Schneck non ha molta stima di Hullweck, lo si capisce chiaramente. E secondo lui a fare le spese del malgoverno di quest'ultimo è stata Lia Sartori, sconfitta l'anno scorso da Variati nella corsa a sindaco del capoluogo. Ecco cosa dice a F. riguardo ciò: «Guarda che a me quando mi chiedono della sconfitta della Sartori dico pensate all'eredità di Hullweck che non ha portato quel gran successo che aveva Forza Italia, il più grande partito di Vicenza.

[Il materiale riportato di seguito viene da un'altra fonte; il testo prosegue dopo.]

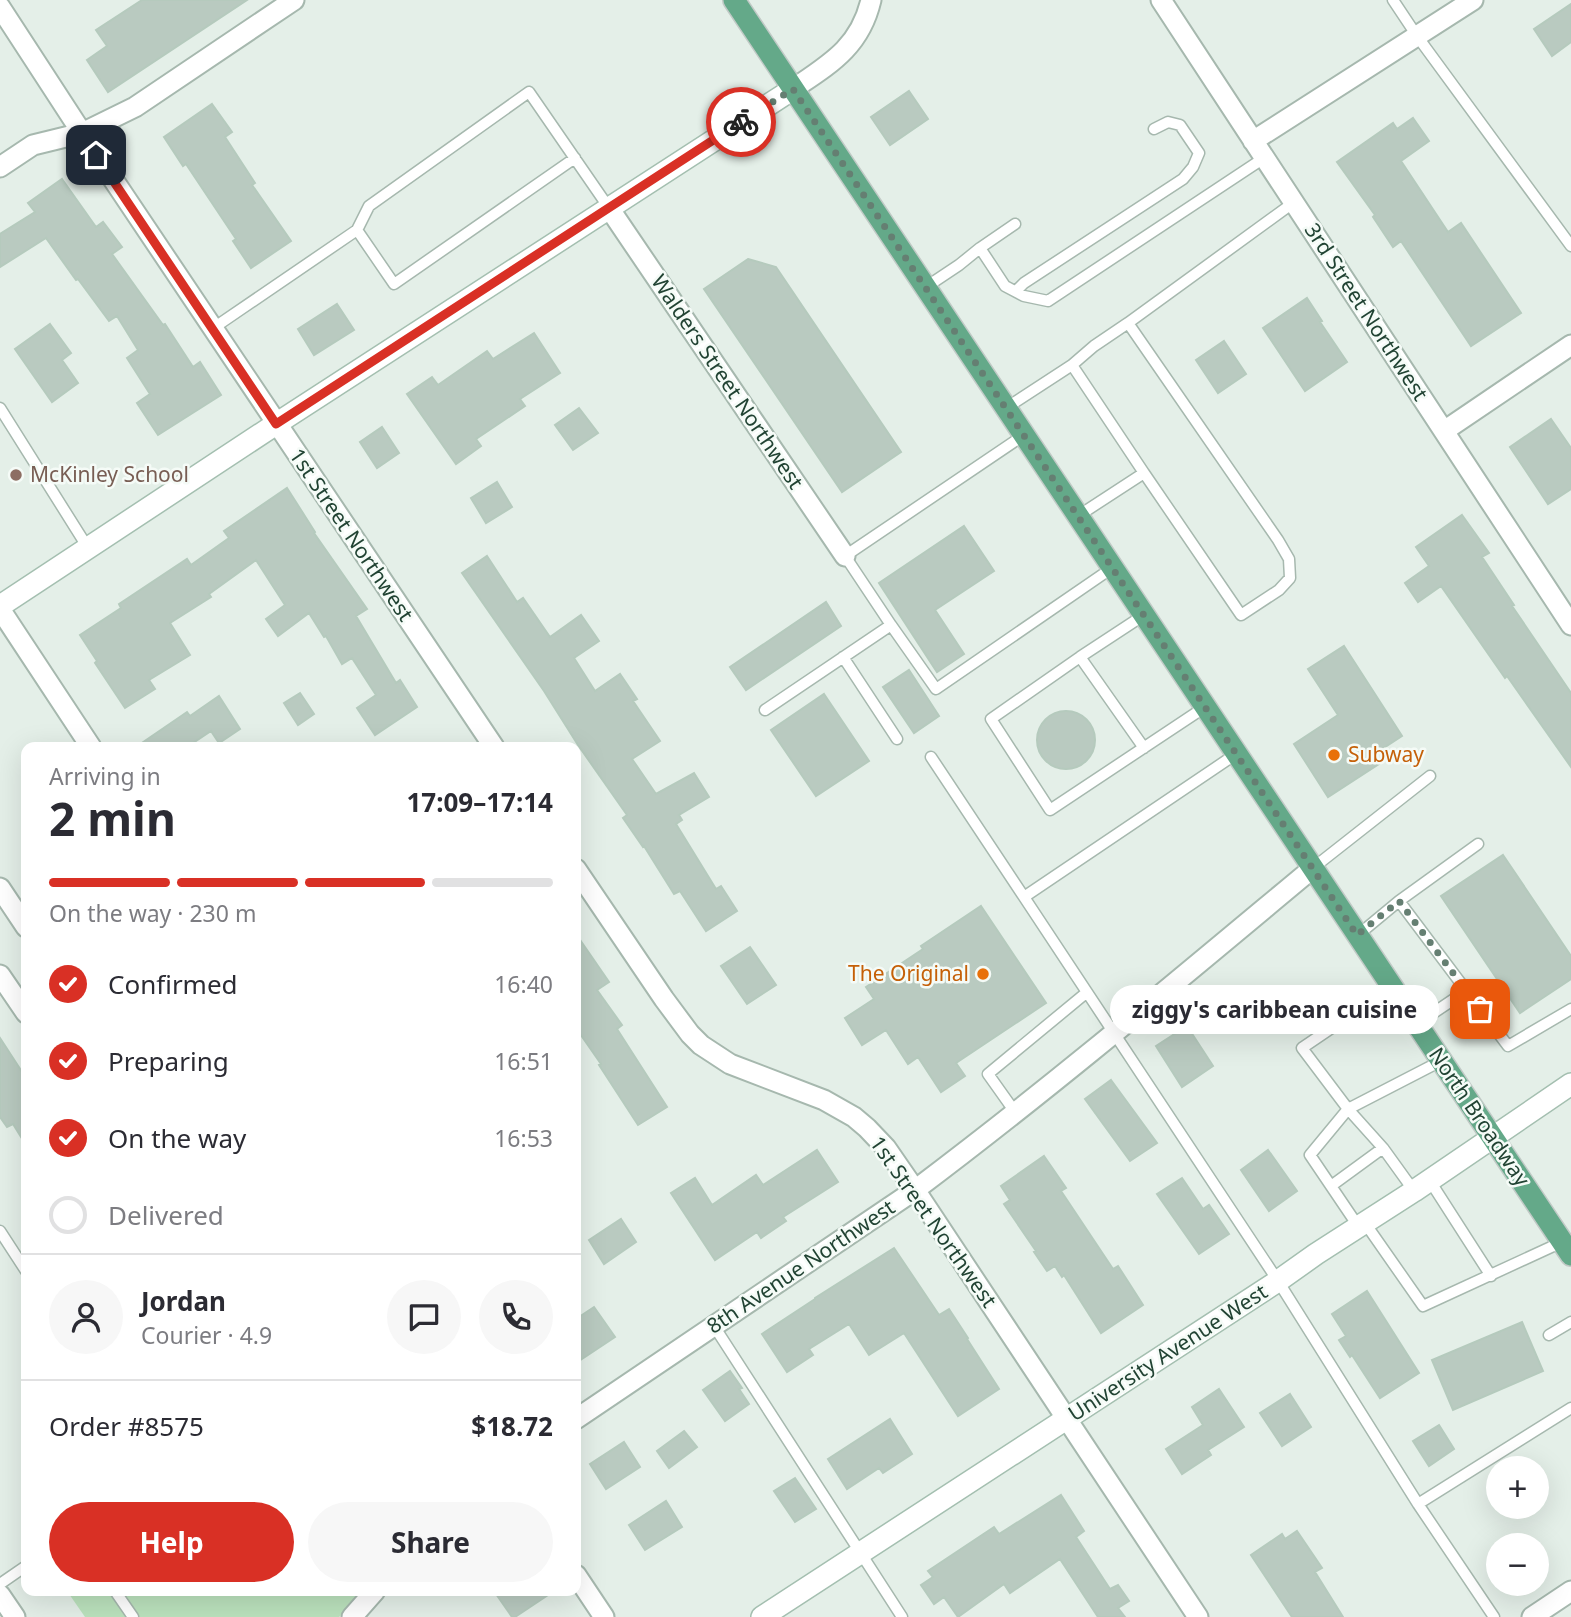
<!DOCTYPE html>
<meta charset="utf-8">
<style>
:root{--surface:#fff;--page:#f7f7f7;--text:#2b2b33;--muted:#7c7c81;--line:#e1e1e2;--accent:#d93025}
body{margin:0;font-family:"Noto Sans",sans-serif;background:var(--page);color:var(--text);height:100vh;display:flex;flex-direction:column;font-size:26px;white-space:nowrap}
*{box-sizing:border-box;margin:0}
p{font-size:23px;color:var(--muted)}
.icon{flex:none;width:38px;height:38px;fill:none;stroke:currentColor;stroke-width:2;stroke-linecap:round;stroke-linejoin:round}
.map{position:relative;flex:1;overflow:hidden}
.side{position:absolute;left:21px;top:742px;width:560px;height:854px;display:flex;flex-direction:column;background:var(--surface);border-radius:14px;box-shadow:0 7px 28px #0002}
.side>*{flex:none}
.tools{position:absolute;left:1486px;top:1456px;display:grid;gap:14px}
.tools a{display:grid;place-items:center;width:63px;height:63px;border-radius:50%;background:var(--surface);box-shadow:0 7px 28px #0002;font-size:35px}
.pin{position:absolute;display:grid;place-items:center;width:60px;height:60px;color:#fff;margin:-30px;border-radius:14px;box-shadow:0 4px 10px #0006}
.courier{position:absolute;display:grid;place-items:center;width:70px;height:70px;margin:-35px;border:5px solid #d93025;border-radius:50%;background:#fff;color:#222;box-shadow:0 2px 9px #0007}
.bubble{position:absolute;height:49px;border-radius:24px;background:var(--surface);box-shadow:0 7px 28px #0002;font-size:23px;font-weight:700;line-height:49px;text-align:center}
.overview em{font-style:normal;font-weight:700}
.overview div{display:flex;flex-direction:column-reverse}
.overview{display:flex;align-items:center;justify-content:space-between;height:119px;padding:0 28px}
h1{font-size:46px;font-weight:700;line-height:52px}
.bar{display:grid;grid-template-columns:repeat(4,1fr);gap:10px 7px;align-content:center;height:84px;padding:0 28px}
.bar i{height:9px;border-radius:5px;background:var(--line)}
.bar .selected{background:var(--accent)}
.bar p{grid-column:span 4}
.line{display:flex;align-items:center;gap:18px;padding:0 28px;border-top:2px solid var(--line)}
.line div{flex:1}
.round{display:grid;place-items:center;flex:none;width:74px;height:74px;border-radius:37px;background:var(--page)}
ol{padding:0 28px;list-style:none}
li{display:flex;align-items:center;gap:21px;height:77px}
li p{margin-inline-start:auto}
li .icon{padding:7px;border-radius:50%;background:var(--accent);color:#fff;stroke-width:4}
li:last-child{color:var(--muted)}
li i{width:38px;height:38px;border:4px solid var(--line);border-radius:50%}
.button{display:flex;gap:14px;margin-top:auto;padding:14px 28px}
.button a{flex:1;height:80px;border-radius:42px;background:var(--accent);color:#fff;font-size:28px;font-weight:700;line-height:80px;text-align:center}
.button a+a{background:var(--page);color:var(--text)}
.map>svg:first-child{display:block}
</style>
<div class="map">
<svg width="1571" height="1617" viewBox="0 0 1571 1617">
<rect width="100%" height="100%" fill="#e4efe8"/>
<!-- green -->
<path fill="#bbe2bd" d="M67,1591h302l-30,26h-254z"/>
<!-- building -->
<path fill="#b9cac0" stroke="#b5cabd" stroke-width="2" d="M142,0h105l-139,92 -21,-32 20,-14 -11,-16z
M1571,4v38l-19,14 -18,-27z
M909,91l19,28 -38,26 -19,-28z
M212,104l20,28 -7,5 30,46 -3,2 39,56 -40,27 -18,-27 3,-2 -50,-75 -3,2 -19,-29z
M1413,118l16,23 -28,20 47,71 13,-9 60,90 -50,33 -70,-105 -8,6 -20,-30 2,-2 -38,-53 56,-39 4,6z
M62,179l34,48 7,-5 19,25 -10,7 51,71 2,-1 28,43 7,-5 21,33 -63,40 -21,-32 13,-9 -23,-36 11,-8 -21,-34 -8,5 -31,-42 -2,1 -30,-42 -46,29v-33l35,-22 -7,-9z
M748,259l28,8 125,185 -59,40 -138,-203z
M1307,298l15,23 -2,1 27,40 -42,29 -42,-63z
M337,304l17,26 -40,25 -16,-26z
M50,324l21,29 -9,7 16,23 -26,19 -37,-53z
M534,333l26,40 -40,26 5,7 -49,33 5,7 -25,18 -49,-70 25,-17 6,8 49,-34 6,8z
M1224,341l22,33 -28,19 -22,-33z
M579,408l19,25 -25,17 -18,-25z
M1551,419l20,29v41l-23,15 -38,-57z
M382,427l17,26 -22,15 -17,-26z
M497,482l15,25 -26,16 -15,-25z
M287,488l28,44 -1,1 53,76 -11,7 40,67 4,-3 17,27 -42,28 -18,-27 19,-13 -24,-37 -10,6 -16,-28 -2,1 -15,-24 -31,23 -12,-17 19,-14 -29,-45 -47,34 2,3 -41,26 20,32 -41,25 6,9 -30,19 -30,-45 2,-2 -17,-26 41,-27 -2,-4 68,-45 4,6 38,-27 -5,-7z
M1462,515l27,38 -7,4 32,48 -2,1 59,87v74l-64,-91 -2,2 -64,-92 -23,16 -13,-19 24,-17 -13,-19z
M964,526l30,45 -59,39 29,44 -27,18 -58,-89z
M487,556l30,46 6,-4 27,39 31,-22 18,26 -25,17 21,33 25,-17 17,25 -4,2 27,40 -28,18 24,35 38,-21 15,24 -30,18 3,5 -6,4 40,65 5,-3 16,25 -31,20 -26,-40 -6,3 -30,-48 -1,1 -20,-29 4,-3 -49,-70 -34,-54 -82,-118z
M826,602l15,24 -95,64 -16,-23z
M1344,646l58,90 -29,19 6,9 -51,33 -34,-53 44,-29 -30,-46z
M909,670l30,46 -25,17 -31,-46z
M300,693l14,21 -16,11 -14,-22z
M824,694l45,67 -53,35 -45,-66z
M219,696l21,33 -21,14 -8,-12 -24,16h-51l51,-35 3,4z
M1037 740a29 29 0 1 1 58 0a29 29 0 1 1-58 0Z
M1503,855l68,101v23l-51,34 -79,-117z
M981,906l65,97 -90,60 9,13 -24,16 -23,-35 -10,7 -22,-34 -24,15 -17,-27 29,-19 -8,-12 57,-38 -2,-3z
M576,934l33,48 -12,8 25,35 -5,4 50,78 -29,18 -39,-60 2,-1 -25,-36z
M750,947l26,38 -29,19 -26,-38z
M1187,1026l26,40 -31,21 -26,-41z
M0,1038l26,40v67l-13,-21 -6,3 -7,-10z
M1111,1080l46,63 -27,18 -45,-62z
M817,1150l21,32 -55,35 3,4 -25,17 -4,-6 -42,28 -44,-67 24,-15 17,27 44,-30 7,10z
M1268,1150l29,41 -28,20 -28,-41z
M1044,1156l22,32 -5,3 52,78 5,-3 25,39 -42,28 -37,-58 -2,2 -7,-11 -8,5 -13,-19 2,-1 -32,-47 6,-4 -9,-14z
M1182,1178l21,31 6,-4 20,29 -30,20 -42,-60z
M621,1219l15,23 -32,22 -15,-24z
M894,1248l45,67 10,-6 19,29 -1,1 32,50 -41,27 -54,-83 -35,22 -20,-31 -40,25 4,6 -26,17 -25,-38 53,-35v-1z
M1367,1291l52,82 -39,25 -28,-43 -2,2 -11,-17 7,-4 -14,-22z
M594,1307l21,30 -39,26v-44z
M1522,1322l21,49 -90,39 -21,-50z
M730,1371l12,17 -3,1 10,15 -24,17 -22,-31z
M1219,1389l25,38 -36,23 3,5 -29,19 -16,-25 37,-24 -11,-18z
M1290,1394l21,33 -29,19 -22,-33z
M890,1419l22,35 -29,19 -4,-5 -32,21 -19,-30z
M1439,1425l15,24 -25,17 -16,-25z
M684,1431l13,16 -28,21 -12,-17z
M624,1442l16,25 -34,22 -16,-25z
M795,1478l21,31 -21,13 -21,-31z
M1061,1495l23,36 -8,6 34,52 8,-4 11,16 -11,7 7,9h-27l-38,-58 -50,34 -6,-9 -46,33 -14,-20 -10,7 -13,-19 12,-8 -5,-6 66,-44 5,7z
M666,1501l16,26 -37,23 -16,-25z
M1297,1531l25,37 -7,4 28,45h-51l-41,-62 31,-21 3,5z
M494,1591h60l-39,26h-3z"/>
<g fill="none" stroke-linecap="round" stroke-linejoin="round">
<!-- lane casing -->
<g stroke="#a6b8ae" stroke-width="13">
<path id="lane" d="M1393,0l24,36 154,210
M357,230l37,54 181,-126
M980,248l35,-24
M926,287l33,-22 21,-17 25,38 19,10 24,5 216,-143
M1016,291l8,-8 159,-104 10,-12 6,-14 -19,-28 -12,-3 -14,7
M1128,323l150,217 11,19 1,19 -11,12 -38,25 -97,-142
M212,329l145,-99 12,-24 160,-114 80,116
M1072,365l72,108 -66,43
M0,408l88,140
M1006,408l66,-43 22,-19 34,-23 165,-120
M1144,615l-64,42 -89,62 59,91 155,-103
M891,625l-46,-69 179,-121
M843,657l54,82
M1080,657l64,91
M765,710l126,-85 45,64 176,-121
M931,757l93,140 212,-143
M1478,844l-79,57 109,145 63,-37
M1313,868l117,-92
M1024,897l254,384 140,223 76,113
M1358,935l41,-34
M1417,1024l49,-33
M1015,1112l-27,-38 98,-81
M1430,1181l61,95
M1331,1186l52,-38
M1414,1191l-31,-43 -35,-39 93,-48
M1365,1223l58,83 139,-64
M1358,1226l-48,-71 38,-46 -46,-61 90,-61
M0,1231l26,40
M714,1326l188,291
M1549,1335l22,-13
M1418,1504l153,-96
M0,1584l26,-18
M115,1591l18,26"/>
</g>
<!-- street casing -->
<g stroke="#a6b8ae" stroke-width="23">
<path id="street" d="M1161,0l410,625
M0,7l82,126 412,614
M793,89c37,-25 67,-42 78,-89
M1253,141l220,-141
M0,167l33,-22 49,-12 53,-26 159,-107
M609,208l236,348
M1444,431l127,-86
M0,609l91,138
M576,869l88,130 26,35 11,11 29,19 94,36 30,17 13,11 19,20 29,42 283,427
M0,888l26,39
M0,975l26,38
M576,1419l339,-229c137,-103 267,-213 398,-322
M576,1575l28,42
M0,1595l15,22
M352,1617l23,-26
M1532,1617l39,-26"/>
</g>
<!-- secondary casing -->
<g stroke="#a4bfb0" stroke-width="24">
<path id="secondary" d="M0,606l276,-182 517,-335
M762,1617l516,-336 38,-27 98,-63 157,-107"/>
</g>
<!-- primary casing -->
<g stroke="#c1cac6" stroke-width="24">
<path id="primary" d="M734,0l837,1255"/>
</g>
<!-- lane -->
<use href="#lane" stroke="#fff" stroke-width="10"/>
<!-- street -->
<use href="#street" stroke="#fff" stroke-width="19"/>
<!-- secondary -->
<use href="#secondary" stroke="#fff" stroke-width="21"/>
<!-- primary -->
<use href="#primary" stroke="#64a989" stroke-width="21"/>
</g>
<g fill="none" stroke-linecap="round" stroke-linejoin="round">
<!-- done -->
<path stroke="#657f72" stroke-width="7" stroke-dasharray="0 12.6" d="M741,122l52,-33 564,846 42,-34 81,108"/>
<!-- route -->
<path stroke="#d93025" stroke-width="9" d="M96,155l180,269 465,-302"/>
</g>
<!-- markers -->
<circle fill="#8d6e63" stroke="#f5fbf7" stroke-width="2.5" cx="16" cy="475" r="7"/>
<g fill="#e8710a" stroke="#f5fbf7" stroke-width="2.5">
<circle cx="1334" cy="755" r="7"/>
<circle cx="983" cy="974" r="7"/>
</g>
<g text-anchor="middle" stroke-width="5" stroke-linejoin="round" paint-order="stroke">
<!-- street labels -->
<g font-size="21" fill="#214333" stroke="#f5fbf7">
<text transform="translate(1366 312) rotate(57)" y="7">3rd Street Northwest</text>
<text transform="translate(727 382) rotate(56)" y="7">Walders Street Northwest</text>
<text transform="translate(351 535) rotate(56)" y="7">1st Street Northwest</text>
<text transform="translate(1479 1117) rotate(56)" y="7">North Broadway</text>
<text transform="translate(933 1222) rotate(55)" y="7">1st Street Northwest</text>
<text transform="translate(801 1267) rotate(-34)" y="7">8th Avenue Northwest</text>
<text transform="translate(1168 1353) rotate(-33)" y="7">University Avenue West</text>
</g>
<!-- education labels -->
<g font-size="21" fill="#785e54" stroke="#f5fbf7" text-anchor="start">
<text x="30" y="482">McKinley School</text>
</g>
<!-- food labels -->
<g font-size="21" fill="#c56008" stroke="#f5fbf7" text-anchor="start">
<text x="1348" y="762">Subway</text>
<text x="969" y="981" text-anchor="end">The Original</text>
</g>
</g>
</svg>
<div class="tools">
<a>+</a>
<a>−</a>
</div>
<div class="pin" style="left:1480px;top:1009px;background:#ea580c"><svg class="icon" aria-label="bag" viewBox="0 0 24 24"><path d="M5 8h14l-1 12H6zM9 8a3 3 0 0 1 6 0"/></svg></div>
<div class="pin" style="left:96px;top:155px;background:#1f2937"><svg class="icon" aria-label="home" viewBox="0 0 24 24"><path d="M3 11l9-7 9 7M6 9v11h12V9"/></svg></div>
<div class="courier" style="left:741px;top:122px"><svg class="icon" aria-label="bike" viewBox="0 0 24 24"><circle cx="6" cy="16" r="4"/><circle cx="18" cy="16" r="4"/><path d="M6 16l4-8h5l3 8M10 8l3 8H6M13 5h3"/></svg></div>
<div class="bubble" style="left:1110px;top:985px;width:329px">ziggy's caribbean cuisine</div>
<section class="side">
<div class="overview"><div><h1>2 min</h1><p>Arriving in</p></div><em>17:09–17:14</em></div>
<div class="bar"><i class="selected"></i><i class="selected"></i><i class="selected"></i><i></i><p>On the way · 230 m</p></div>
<ol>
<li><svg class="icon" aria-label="check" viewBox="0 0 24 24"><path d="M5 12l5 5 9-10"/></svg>Confirmed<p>16:40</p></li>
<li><svg class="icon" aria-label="check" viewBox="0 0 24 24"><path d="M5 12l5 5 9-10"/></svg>Preparing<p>16:51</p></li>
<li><svg class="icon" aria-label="check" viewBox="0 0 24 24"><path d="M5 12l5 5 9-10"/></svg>On the way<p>16:53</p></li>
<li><i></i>Delivered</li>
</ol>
<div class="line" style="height:126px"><a class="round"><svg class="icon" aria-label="person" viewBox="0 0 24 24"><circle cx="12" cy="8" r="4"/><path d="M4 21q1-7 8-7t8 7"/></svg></a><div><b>Jordan</b><p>Courier · 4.9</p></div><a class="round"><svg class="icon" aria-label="chat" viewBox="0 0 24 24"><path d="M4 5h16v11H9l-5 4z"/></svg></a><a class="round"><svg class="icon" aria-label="phone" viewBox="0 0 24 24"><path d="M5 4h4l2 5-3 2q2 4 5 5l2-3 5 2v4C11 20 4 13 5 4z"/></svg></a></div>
<div class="line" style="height:91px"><div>Order #8575</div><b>$18.72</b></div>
<div class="button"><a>Help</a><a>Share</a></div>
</section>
</div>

La Sartori sconta in partenza l'eredità del vecchio sindaco». F. gli ricorda che Hullweck e l'ex assessore Claudio Cicero hanno nascosto il progetto per anni, e Schneck fa l'elogio della trasparenza: «Se metti in chiaro tutte le cose subito al momento, intanto ti togli responsabilità , io posso far bene o posso far male, ma quando sono d'accordo con tutti gli altri facciamo bene o male, ma tutti insieme, questa è democrazia. Io non voglio deresponsabilizzarmi, ma dobbiamo farlo tutti quanti». Schneck è un fiume in piena: «E' il sistema della vecchia Democrazia Cristiana. Ma ti pare che una città come Vicenza negli Anni 60 non abbia previsto la cittadella dello sport, per esempio Schio l'ha fatta. Vicenza dovrebbe essere non dico una città all'avanguardia, ma una città al pari delle altre città che si sono messe a tavolino dicendo qua dovremmo concentrare le scuole. Sì ma si toccavano terreni di qualcuno».
Teatro sbagliato
E da qui il Nostro parte per liquidare come un'operazione fallimentare la vendita della Centrale del Latte ai privati per ricavarci i soldi da investire sul nuovo teatro di viale Mazzini: «Io avrei affrontato l'argomento da sindaco ma senza vendere la Centrale del Latte, perché... anche se non rende si rivaluta automaticamente. ... Io non sono bravo a fare gli affari, ma venendo da una famiglia di commercianti ho sempre capito una cosa: che un'attività ben gestita porta utili, se non ci riesce farà accordi con qualcuno, ma io non vendo la proprietà perché è una proprietà strategica per il bilancio del Comune. Perché sacrificare una pianta che fa mele buone per fare un teatro? Così perdo gli utili e ho una spesa». F: «Con un teatro che ha problemi di tutti i generi, perché non utilizzare il teatro Roma? Bastavano 6 miliardi» (di vecchie lire, ndr). S: «Ma vuoi che ti dica la Sala Palladio della Fiera, quanto serve per renderla fruibile per le compagnie teatrali? La viabilità c'e' tutta, i parcheggi alla sera sempre liberi con minima interferenza con la zona industriale, quanto serve per fare i camerini? Mettiamo 2 miliardi...».
Stefani dixit
La fonte ci racconta che il grosso del succo del discorso finisce qui. Schneck non dovrebbe aversene a male, per questa soffiata che contribuisce a fare un po' più di luce su quello che i politici veramente pensano (e non dicono, o dicono solo a metà ). Primo, perché quanto sostiene in questi scampoli di informale chiacchierata non è nulla di rivoluzionario. Anzi, ci permettiamo di dire che le sue sono parole di buon senso. Specialmente quando critica il modo di governare di Hullweck e la scelta imprudente di sperperare il denaro del Comune per il faraonico teatro a maggior gloria sua e solo sua (di Hullweck, si capisce). Secondo, perché tutto sommato la sua posizione contraria sul Dal Molin americanizzato non sorprende: riflette quella del capo-corrente Stefani che la espresse pubblicamente in un'intervista al quotidiano leghista La Padania nel 2007. Eccola, scolpita per i posteri: «Che vadano a fare la nuova base in America. Gli americani non possono non tenere in conto i desiderata della gente, non sono mica padroni a casa nostra. L'indotto? Certi progetti non possono passare sopra le nostre teste».